During the comparable period last year, Zimbabwe had exported 15,1 million kg to 32 countries at an average price of $3,66 a kg generating $55,3 million.
Leading the pack of major consumers of the golden leaf so far is Belgium, which has bought 8,9 million kg worth $3,4 million at an average price of $3,57 a kg.
The United Arab Emirates is on second position having spent $6,8 million importing 2,3 million kg of tobacco at an average price of $3 a kg.
China, which for the past four successive years has been the major importer of Zimbabwe flue-cured tobacco, was on third position consuming 1,86 million kg worth $13,86 million at an average price of $7,45 a kg while South Africa and Russia were on fourth and fifth positions respectively.
The neighbouring country has bought 1,5 million kg valued at $6,4 million at an average price of $4,19 per kg while Russia has spent $3,4 million on 1,3 million kg of tobacco at $2,59 kg on average.
A total of 100,925 farmers have so far registered to grow tobacco compared to 84,952 during the same period in 2013.
“Last week’s days of trading yielded about 14,8 million kg averaging $3,25 a kg. This was two million more than what was sold the previous week. Seasonal sales at nearly 54 million kg are 18,8 percent firmer than 2013 sales during a similar period,” said TIMB.
It said the seasonal average price recorded $3,15 per kg which is 16 percent weaker compared to last year’s average.

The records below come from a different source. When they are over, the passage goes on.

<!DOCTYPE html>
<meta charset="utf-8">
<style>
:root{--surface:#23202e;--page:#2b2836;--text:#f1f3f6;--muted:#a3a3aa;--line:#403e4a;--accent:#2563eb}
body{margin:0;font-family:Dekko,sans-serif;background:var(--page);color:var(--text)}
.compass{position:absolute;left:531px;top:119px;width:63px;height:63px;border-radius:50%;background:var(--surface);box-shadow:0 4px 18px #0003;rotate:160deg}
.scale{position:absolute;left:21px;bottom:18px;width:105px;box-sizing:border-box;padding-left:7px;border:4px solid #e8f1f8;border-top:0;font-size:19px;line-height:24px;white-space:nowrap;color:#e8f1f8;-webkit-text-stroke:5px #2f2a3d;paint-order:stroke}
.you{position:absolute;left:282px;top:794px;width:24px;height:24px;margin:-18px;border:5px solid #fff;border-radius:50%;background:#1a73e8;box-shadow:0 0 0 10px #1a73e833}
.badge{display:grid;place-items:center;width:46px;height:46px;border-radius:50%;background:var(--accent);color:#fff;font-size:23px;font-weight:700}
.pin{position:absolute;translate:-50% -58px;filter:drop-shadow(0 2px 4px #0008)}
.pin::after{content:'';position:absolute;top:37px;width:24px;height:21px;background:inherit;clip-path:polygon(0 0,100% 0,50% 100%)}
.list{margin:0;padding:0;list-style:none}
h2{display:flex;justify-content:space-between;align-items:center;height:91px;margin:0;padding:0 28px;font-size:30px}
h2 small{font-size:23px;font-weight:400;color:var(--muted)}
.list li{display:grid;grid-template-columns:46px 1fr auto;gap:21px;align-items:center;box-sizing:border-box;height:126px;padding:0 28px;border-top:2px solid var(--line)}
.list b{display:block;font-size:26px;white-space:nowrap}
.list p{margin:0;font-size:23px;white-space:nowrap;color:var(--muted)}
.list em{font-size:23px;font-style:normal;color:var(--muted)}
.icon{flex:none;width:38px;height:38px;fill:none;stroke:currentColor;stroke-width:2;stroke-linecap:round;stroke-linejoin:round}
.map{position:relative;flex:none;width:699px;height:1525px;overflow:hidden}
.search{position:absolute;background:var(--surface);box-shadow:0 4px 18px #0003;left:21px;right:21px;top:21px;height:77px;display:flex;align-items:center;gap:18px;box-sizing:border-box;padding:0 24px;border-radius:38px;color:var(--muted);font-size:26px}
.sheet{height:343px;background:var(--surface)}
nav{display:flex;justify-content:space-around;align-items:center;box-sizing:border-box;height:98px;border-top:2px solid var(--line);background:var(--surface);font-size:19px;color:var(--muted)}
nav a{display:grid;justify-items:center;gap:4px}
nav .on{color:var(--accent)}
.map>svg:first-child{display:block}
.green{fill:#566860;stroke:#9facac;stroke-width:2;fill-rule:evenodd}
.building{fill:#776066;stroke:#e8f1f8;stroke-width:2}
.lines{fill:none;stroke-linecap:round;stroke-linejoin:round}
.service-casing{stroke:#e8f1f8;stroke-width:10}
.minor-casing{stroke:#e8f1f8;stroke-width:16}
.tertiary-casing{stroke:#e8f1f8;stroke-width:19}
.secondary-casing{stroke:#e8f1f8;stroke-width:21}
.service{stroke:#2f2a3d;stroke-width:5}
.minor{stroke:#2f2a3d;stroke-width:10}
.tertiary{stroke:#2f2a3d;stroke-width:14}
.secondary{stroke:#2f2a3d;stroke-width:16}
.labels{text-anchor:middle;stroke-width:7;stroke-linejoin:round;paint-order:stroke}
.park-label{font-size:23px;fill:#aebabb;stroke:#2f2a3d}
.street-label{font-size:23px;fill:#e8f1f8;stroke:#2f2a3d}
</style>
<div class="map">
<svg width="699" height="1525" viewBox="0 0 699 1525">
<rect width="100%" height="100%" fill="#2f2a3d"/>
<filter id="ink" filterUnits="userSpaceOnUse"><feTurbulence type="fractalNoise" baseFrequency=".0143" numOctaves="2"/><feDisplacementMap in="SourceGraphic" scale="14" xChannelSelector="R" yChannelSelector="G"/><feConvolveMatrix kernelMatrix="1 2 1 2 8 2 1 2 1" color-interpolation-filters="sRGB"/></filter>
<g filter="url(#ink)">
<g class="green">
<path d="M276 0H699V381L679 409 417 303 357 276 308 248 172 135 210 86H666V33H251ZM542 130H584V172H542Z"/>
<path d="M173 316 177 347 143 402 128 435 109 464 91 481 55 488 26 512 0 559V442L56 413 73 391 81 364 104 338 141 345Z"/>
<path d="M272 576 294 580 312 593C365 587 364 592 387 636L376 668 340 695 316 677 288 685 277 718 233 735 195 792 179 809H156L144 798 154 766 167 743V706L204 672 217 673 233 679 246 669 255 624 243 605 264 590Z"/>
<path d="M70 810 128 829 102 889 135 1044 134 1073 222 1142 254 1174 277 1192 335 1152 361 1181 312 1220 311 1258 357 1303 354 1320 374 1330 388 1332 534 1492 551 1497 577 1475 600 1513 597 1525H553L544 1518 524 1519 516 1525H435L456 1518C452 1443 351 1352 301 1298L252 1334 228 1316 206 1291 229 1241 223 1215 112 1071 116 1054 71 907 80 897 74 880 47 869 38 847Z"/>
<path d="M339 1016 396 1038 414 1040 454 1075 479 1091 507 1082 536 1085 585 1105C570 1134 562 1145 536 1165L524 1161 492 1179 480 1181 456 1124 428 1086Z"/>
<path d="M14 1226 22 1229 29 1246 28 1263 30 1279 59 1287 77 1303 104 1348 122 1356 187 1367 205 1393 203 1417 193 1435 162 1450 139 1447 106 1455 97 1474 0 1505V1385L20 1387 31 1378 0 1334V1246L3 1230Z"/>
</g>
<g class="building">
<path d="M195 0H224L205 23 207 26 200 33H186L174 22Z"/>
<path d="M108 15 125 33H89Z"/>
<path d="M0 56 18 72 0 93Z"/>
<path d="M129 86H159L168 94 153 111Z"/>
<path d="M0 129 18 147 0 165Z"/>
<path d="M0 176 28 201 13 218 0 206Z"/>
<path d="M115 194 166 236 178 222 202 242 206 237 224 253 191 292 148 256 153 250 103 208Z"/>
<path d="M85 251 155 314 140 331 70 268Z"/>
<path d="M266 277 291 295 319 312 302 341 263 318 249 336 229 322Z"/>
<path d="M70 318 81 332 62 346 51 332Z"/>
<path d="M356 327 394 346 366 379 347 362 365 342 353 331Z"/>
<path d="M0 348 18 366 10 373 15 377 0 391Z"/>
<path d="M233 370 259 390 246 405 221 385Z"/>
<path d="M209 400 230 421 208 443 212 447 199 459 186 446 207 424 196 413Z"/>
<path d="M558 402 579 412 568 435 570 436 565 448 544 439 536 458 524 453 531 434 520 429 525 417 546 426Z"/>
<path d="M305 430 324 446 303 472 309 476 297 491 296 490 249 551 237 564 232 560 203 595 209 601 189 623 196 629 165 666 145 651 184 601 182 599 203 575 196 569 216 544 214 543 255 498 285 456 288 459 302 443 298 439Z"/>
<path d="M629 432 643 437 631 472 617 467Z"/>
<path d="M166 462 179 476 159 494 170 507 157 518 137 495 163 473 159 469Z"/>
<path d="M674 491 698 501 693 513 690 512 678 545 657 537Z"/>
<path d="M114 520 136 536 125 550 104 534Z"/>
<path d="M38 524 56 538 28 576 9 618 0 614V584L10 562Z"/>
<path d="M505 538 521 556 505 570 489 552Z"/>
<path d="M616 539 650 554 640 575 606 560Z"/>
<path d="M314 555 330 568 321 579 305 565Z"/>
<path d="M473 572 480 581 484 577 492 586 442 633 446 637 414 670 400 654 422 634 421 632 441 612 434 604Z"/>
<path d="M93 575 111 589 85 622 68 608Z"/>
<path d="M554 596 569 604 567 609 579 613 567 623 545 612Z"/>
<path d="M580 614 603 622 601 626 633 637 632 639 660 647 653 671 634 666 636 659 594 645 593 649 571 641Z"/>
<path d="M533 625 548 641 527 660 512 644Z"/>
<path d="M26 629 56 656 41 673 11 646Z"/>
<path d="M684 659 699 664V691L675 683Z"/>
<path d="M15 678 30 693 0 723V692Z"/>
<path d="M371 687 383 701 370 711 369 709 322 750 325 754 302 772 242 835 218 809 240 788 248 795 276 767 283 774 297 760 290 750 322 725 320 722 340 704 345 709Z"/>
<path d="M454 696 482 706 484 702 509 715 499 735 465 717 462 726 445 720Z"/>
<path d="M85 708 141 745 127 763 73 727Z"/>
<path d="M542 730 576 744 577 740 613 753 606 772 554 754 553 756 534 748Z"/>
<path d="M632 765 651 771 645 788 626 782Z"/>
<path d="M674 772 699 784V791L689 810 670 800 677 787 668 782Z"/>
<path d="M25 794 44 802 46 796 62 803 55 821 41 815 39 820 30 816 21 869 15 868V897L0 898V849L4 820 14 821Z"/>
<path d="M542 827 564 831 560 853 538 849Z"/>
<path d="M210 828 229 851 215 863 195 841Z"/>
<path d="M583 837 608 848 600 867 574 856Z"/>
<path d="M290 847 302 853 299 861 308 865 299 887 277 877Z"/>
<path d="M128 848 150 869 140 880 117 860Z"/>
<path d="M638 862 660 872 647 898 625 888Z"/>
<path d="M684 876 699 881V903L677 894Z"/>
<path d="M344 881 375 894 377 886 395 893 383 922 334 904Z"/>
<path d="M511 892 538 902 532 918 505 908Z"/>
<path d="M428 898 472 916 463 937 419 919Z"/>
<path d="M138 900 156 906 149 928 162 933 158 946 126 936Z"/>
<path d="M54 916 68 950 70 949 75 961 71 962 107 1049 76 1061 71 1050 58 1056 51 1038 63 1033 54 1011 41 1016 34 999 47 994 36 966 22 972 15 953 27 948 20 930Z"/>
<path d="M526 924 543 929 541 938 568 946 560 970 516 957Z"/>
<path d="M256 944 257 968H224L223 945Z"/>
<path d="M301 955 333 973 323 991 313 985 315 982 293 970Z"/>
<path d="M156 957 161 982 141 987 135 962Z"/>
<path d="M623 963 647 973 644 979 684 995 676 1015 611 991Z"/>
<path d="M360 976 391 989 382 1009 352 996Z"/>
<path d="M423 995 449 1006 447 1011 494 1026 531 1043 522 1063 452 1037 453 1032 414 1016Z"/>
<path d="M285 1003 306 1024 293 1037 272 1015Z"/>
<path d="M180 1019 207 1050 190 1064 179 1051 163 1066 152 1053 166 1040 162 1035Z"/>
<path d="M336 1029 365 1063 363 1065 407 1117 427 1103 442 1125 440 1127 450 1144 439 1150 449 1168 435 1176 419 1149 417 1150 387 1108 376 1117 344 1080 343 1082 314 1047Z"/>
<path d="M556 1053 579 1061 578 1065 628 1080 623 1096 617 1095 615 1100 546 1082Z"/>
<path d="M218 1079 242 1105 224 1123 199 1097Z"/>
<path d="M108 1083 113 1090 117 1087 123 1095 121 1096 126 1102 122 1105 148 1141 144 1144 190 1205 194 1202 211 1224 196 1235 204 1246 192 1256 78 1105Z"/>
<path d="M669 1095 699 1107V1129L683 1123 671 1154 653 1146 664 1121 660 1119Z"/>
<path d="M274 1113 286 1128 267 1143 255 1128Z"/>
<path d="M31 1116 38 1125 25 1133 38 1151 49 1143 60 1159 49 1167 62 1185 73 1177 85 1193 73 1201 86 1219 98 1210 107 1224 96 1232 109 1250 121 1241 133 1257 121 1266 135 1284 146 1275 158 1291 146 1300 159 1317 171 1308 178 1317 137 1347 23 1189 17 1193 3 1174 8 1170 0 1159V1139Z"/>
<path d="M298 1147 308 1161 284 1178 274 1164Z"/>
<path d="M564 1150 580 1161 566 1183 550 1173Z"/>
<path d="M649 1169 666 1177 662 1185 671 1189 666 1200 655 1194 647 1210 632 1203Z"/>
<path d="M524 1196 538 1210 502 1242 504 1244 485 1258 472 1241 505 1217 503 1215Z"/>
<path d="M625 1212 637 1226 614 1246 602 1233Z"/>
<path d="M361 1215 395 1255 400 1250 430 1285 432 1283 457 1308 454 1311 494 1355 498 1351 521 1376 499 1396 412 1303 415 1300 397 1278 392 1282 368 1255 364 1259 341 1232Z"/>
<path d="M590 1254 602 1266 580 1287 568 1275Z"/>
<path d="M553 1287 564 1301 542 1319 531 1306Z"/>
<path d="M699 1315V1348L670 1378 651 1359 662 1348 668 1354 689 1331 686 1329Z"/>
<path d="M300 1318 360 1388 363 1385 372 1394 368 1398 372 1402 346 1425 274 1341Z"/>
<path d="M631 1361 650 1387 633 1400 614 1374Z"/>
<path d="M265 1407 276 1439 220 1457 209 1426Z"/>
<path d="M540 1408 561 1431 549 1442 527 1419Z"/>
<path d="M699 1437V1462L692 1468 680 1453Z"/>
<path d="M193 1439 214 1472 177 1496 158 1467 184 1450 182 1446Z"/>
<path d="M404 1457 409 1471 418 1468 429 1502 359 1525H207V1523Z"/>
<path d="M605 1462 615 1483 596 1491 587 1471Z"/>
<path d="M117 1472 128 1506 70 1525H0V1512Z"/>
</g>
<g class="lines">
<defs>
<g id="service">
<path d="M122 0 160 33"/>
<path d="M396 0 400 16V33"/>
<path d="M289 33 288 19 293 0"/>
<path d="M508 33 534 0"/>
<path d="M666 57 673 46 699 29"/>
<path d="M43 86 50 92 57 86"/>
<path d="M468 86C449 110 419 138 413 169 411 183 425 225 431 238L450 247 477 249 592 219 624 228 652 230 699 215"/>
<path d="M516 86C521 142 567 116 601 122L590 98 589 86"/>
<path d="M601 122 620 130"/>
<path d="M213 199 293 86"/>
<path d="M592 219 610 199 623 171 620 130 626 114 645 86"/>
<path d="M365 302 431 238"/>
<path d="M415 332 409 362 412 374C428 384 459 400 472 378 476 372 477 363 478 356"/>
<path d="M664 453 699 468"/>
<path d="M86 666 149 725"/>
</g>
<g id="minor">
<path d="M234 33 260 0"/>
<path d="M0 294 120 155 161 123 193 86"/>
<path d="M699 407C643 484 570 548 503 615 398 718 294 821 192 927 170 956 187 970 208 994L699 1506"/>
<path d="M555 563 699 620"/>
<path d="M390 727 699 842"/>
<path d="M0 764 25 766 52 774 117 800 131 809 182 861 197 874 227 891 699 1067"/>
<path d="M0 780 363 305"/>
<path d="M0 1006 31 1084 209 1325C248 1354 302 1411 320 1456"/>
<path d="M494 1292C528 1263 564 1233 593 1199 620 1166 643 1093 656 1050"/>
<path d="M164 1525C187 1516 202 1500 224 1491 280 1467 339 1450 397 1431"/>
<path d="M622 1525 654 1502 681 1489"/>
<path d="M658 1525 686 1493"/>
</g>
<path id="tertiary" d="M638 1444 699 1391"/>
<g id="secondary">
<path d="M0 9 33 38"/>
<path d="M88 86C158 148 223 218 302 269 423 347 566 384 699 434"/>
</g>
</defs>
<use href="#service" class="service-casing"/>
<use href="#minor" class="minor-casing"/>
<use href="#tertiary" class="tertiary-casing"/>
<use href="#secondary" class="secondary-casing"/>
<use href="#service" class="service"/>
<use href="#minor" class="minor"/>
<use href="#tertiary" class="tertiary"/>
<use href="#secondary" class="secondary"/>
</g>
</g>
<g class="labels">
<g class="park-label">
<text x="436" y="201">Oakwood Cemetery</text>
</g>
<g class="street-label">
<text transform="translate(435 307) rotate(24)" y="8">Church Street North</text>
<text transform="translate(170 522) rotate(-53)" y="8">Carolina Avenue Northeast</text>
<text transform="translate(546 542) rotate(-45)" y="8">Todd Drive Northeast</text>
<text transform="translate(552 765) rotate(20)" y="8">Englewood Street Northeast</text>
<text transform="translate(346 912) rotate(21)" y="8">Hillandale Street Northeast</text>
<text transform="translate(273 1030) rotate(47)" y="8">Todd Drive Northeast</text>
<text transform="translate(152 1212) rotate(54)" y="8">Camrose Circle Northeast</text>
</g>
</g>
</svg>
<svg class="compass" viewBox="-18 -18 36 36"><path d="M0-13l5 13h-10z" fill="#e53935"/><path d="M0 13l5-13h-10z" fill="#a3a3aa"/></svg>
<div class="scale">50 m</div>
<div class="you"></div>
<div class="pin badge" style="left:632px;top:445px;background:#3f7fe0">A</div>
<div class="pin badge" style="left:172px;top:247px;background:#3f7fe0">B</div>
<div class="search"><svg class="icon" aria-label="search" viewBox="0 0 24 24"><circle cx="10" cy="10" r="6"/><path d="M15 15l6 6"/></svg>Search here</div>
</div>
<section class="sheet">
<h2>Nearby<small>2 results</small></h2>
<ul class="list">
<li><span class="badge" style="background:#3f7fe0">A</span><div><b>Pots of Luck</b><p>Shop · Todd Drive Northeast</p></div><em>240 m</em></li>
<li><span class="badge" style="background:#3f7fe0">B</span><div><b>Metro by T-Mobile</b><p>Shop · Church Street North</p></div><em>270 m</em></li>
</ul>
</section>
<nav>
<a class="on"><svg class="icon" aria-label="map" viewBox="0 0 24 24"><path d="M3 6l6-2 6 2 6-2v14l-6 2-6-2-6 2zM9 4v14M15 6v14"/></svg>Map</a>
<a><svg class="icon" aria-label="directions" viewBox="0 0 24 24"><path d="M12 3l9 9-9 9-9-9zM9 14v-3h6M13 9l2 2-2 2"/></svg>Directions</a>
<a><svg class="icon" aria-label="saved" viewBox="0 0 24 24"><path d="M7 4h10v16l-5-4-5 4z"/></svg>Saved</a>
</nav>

Meanwhile, tobacco farmers have expressed concern over the weak prices at the auction floors this season with some representative organisations urging their members to withhold their crop to press for favourable pricing.
The tobacco sector is critical to the economy. Since the adoption of the multi-currency system in February 2009, it has provided liquidity support in the economy through exports.